Ballistic missile patrol is one of many potential missions for the large and growing Predator/Reaper fleet. As the Pentagon plans to draw down combat forces in Afghanistan—combat operations ended a year ago in Iraq—officials insist that intelligence, surveillance and reconnaissance assets (ISR) will continue to support ongoing activities in these areas. But Pentagon planners are considering how these ISR resources can be reallocated or, if need be, modified to fill capability gaps for other missions.

UAS orbits could be placed to provide a “picket fence” of sensors if an area is expected to have hostile ballistic missile activity, says Tim Carey, vice president of intelligence for Raytheon.

MDA officials say data from early experiments show that “just a few orbits can provide substantial sensor coverage” for various regions.

Gen. Robert Kehler, who oversees U.S. Strategic Command, provides advice to the Pentagon on how to allocate ISR resources across the globe. Regional commanders in the Pacific, Africa, Europe and Central and Southern America feel the focus on U.S. Central Command and the wars in Iraq and Afghanistan have curbed their ability to monitor activities in their areas of operation. “Their view is that many of their ISR needs are not being met because of all the things we have placed in Centcom,” Kehler says.

A potential near-term application of UAS for missile defense is to support monitoring of North Korea. MDA plans to field the Persistent Tracking Satellite System (PTSS) as soon as fiscal 2016 to provide early launch detection and high-fidelity targeting data from space to ship- and land-based interceptors.

That plan, however, has two problems. First, even if fielded as planned, the sensor gap would not be closed until later this decade. Perhaps a larger issue is that funding for PTSS is in question.

Industry sources say MDA is struggling with a $4 billion budget gap in fiscal 2013-17, and a project as expensive as building satellites could slip or be axed altogether as Leon Panetta, the new defense secretary, searches for projects to cut in light of diminished funding and deficit reduction pressure.

The interim solution for MDA is to test and possibly field the Airborne Infrared system (ABIR), a UAS carrying the proper EO/IR sensors to support early intercept operations (a kill before a hostile missile reaches apogee), improved target discrimination and enhanced handling of the threat of missile raids (tens or more missiles fired nearly simultaneously).

Last year, MDA selected the Reaper as the platform of choice for the ABIR experimentation phase, which is ongoing. “If fielded, we envision a podded ABIR capability that could ride on a variety of unmanned or even manned platforms,” says Rick Lehner, MDA's spokesman. Ultimately, platform decisions would be made in consultation with the Air Force and Navy if the system is fielded, as these services will be the operators.

Since 2009, MDA has conducted 10 flight tests in which ABIR was used for data collection.
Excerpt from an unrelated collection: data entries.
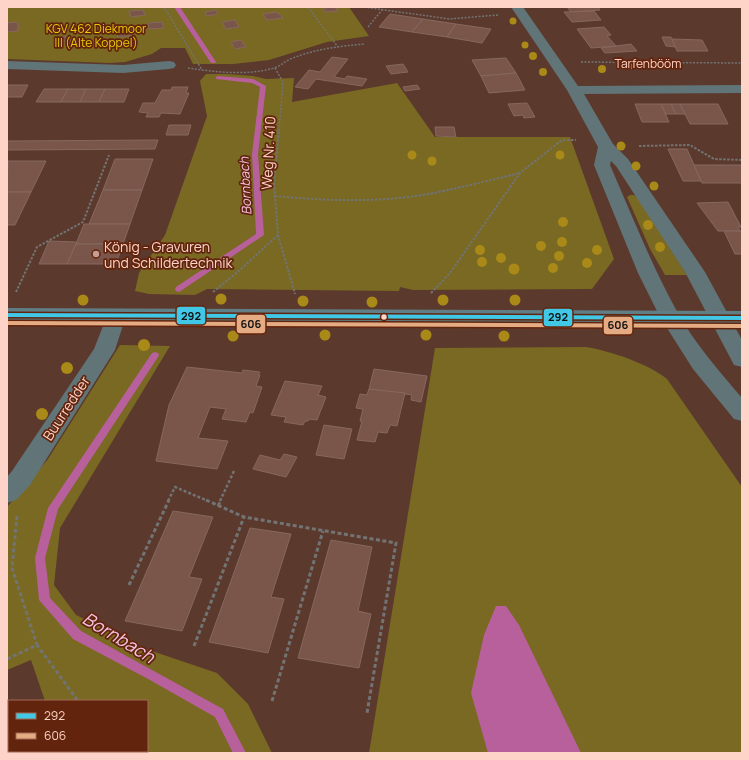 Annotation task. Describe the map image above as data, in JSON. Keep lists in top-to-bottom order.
{
  "streets": {
    "street": ["Tarfenbööm", "Buurredder"],
    "path": ["Weg Nr. 410"]
  },
  "water": ["Bornbach"],
  "parks": ["KGV 462 Diekmoor III (Alte Koppel)"],
  "places": ["König - Gravuren und Schildertechnik"],
  "lines": ["transit line 292", "transit line 606"],
  "legend": ["292", "606"]
} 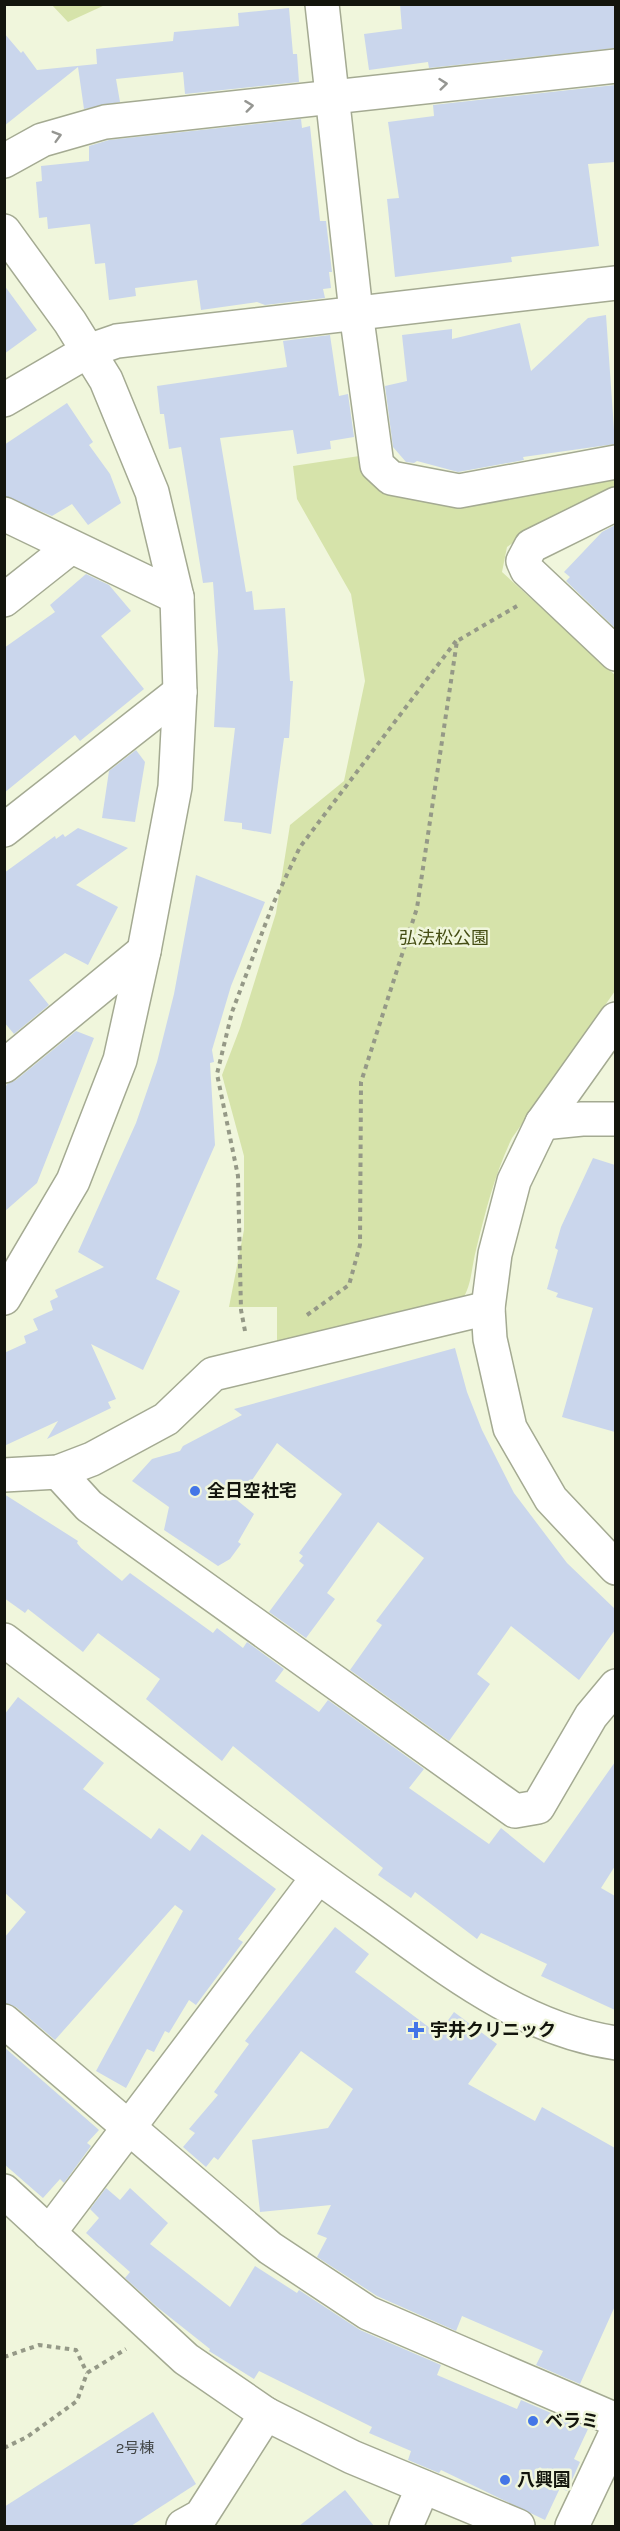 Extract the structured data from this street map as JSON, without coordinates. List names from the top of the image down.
{
  "parks": ["弘法松公園"],
  "places": {
    "other": ["全日空社宅", "ベラミ", "八興園"],
    "health": ["宇井クリニック"]
  },
  "house_numbers": ["2号棟"]
} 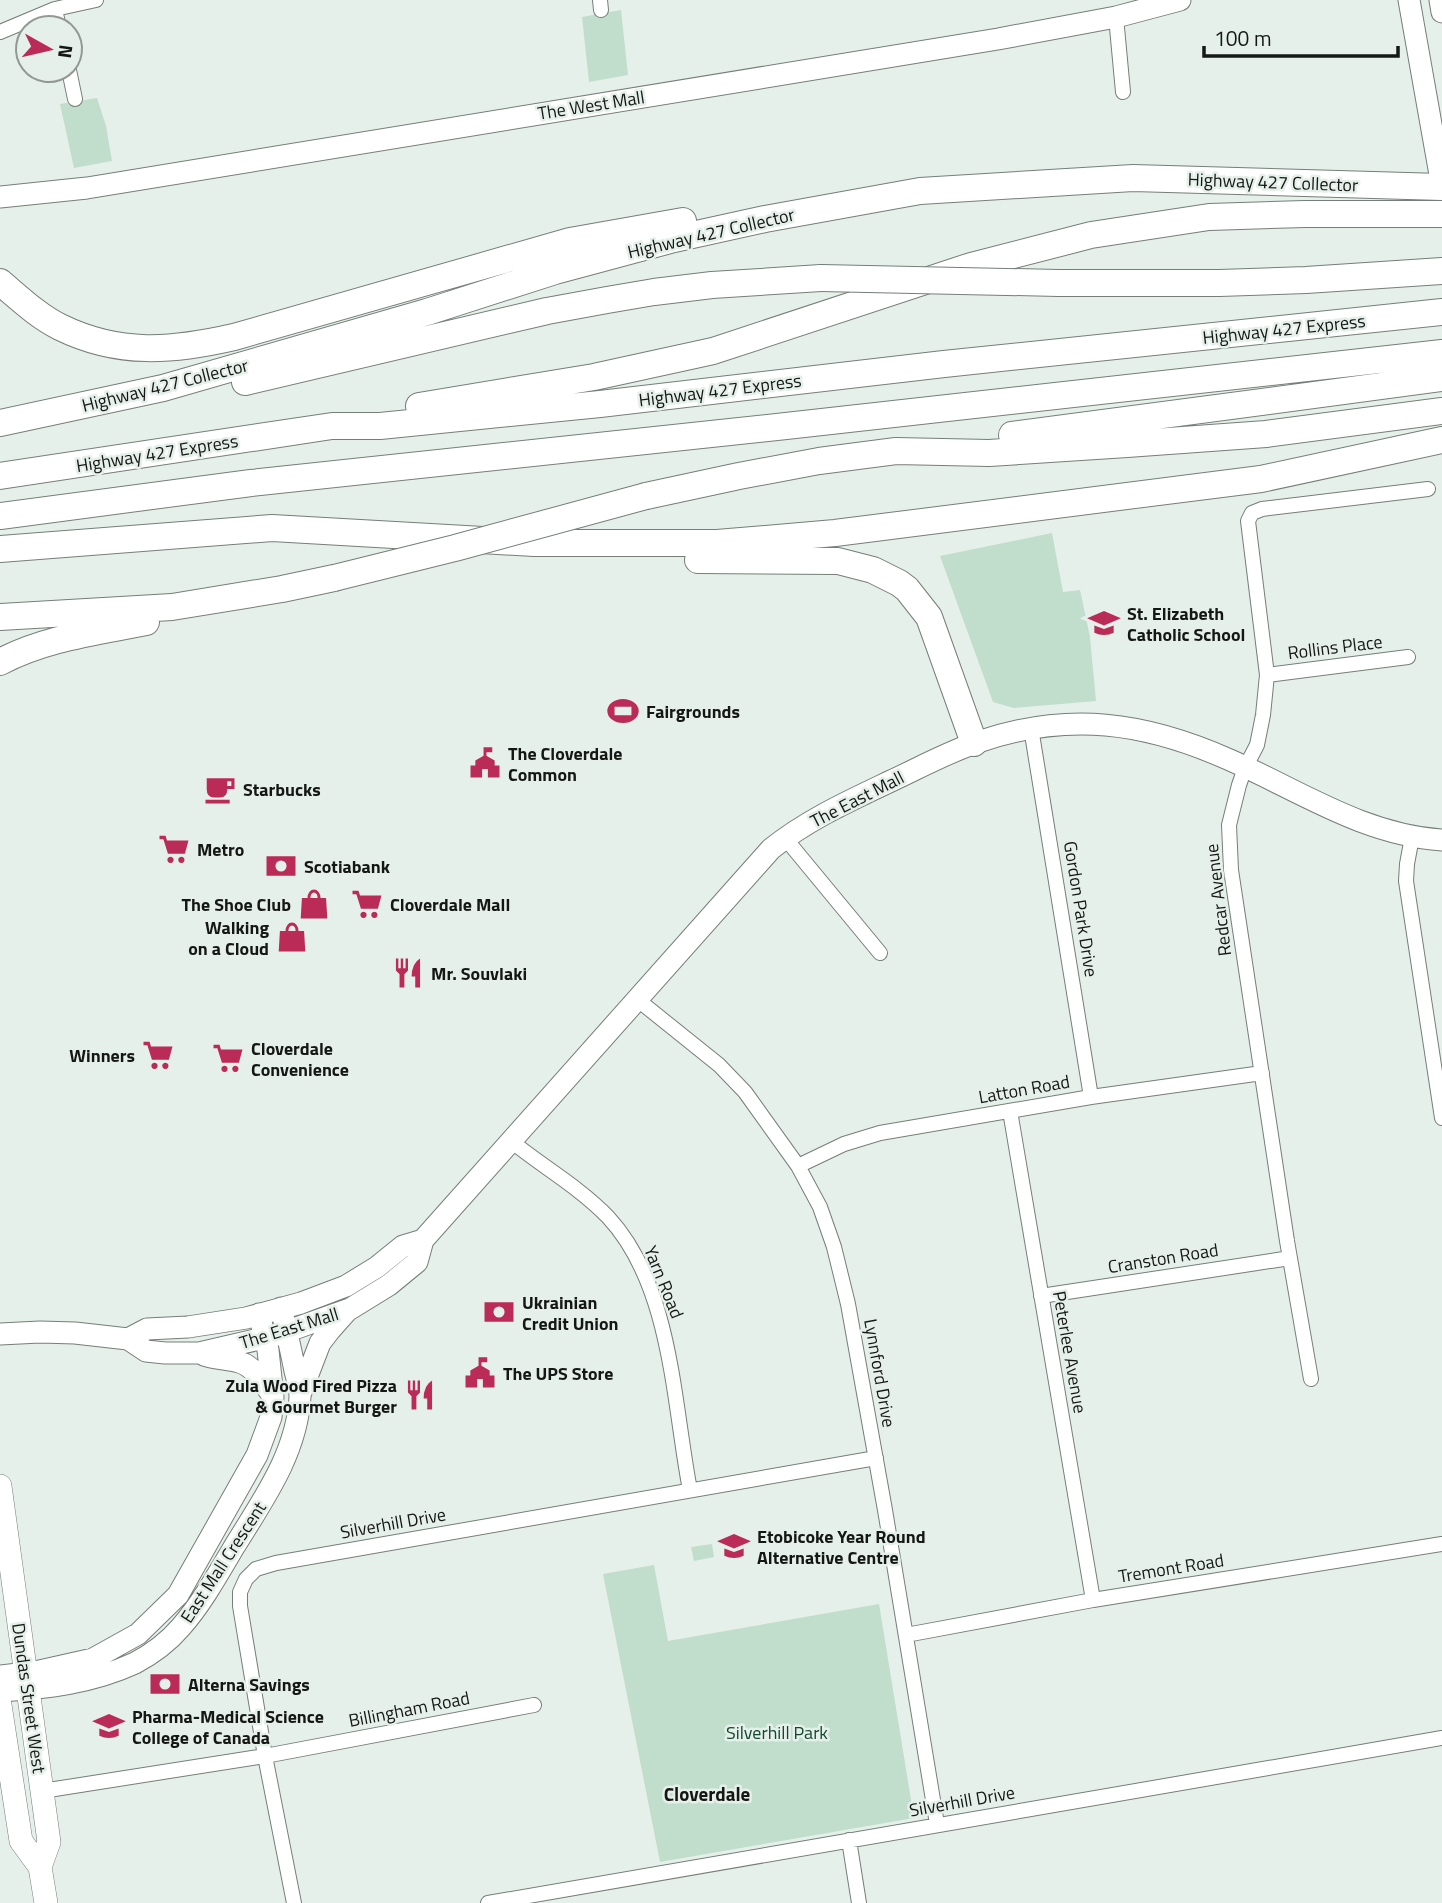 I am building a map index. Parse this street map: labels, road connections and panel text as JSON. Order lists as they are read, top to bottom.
{
  "streets": {
    "highway": ["Highway 427 Collector", "Highway 427 Express"],
    "main road": [
      "The West Mall",
      "The East Mall",
      "East Mall Crescent",
      "Dundas Street West"
    ],
    "street": [
      "Rollins Place",
      "Redcar Avenue",
      "Gordon Park Drive",
      "Latton Road",
      "Cranston Road",
      "Yarn Road",
      "Peterlee Avenue",
      "Lynnford Drive",
      "Silverhill Drive",
      "Tremont Road",
      "Billingham Road"
    ]
  },
  "crossings": [
    ["Rollins Place", "Redcar Avenue"],
    ["The East Mall", "Redcar Avenue"],
    ["The East Mall", "Gordon Park Drive"],
    ["The East Mall", "Yarn Road"],
    ["The East Mall", "Lynnford Drive"],
    ["The East Mall", "East Mall Crescent"],
    ["Redcar Avenue", "Latton Road"],
    ["Redcar Avenue", "Cranston Road"],
    ["Gordon Park Drive", "Latton Road"],
    ["Latton Road", "Peterlee Avenue"],
    ["Latton Road", "Lynnford Drive"],
    ["Cranston Road", "Peterlee Avenue"],
    ["Yarn Road", "Silverhill Drive"],
    ["Peterlee Avenue", "Tremont Road"],
    ["Lynnford Drive", "Silverhill Drive"],
    ["Lynnford Drive", "Tremont Road"],
    ["Silverhill Drive", "Billingham Road"],
    ["East Mall Crescent", "Dundas Street West"],
    ["Dundas Street West", "Billingham Road"]
  ],
  "districts": ["Cloverdale"],
  "parks": ["Silverhill Park"],
  "places": {
    "school or university": ["St. Elizabeth Catholic School", "Etobicoke Year Round Alternative Centre", "Pharma-Medical Science College of Canada"],
    "sports": ["Fairgrounds"],
    "public building": ["The Cloverdale Common", "The UPS Store"],
    "cafe": ["Starbucks"],
    "supermarket": [
      "Metro",
      "Cloverdale Mall",
      "Winners",
      "Cloverdale Convenience"
    ],
    "bank": ["Scotiabank", "Ukrainian Credit Union", "Alterna Savings"],
    "shop": ["The Shoe Club", "Walking on a Cloud"],
    "restaurant": ["Mr. Souvlaki", "Zula Wood Fired Pizza & Gourmet Burger"]
  },
  "scale_bar": "100 m",
  "north": "right"
} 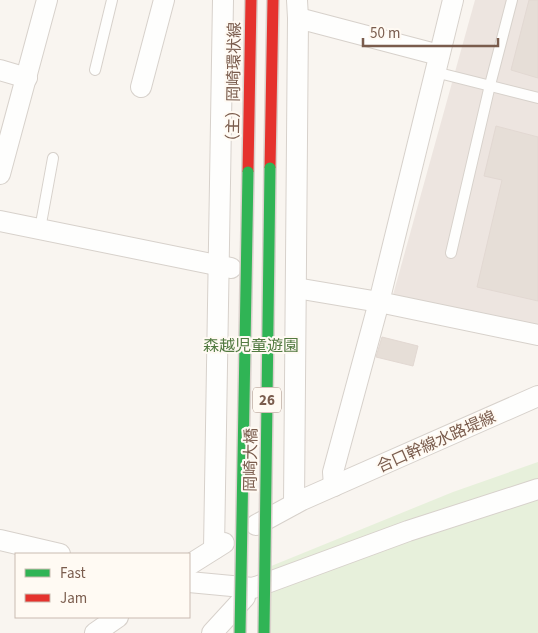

Six of these trials were observed using MTS-B-equipped Reapers and the remainder featured risk-reduction tests using ground-based sensors (see chart, p. 43). For these trials, at least two Reapers are needed to provide “stereo tracking.” Each EO/IR sensor provides a “flat” view, but triangulating the target provides higher-fidelity data.

A main objective in the trials has been to expose the MTS-B—which includes visible, shortwave IR and mid-wave IR sensors—to various scenarios and targets, from short-range to intercontinental ballistic missiles.

“We have been able to improve the pointing accuracy of the sensor [and] we have demonstrated automatic acquisition and tracking of the sensor required to meet system needs,” Lehner says. “Modeling indicates the agility of the sensor will substantially improve the raid-handling capability we currently have.”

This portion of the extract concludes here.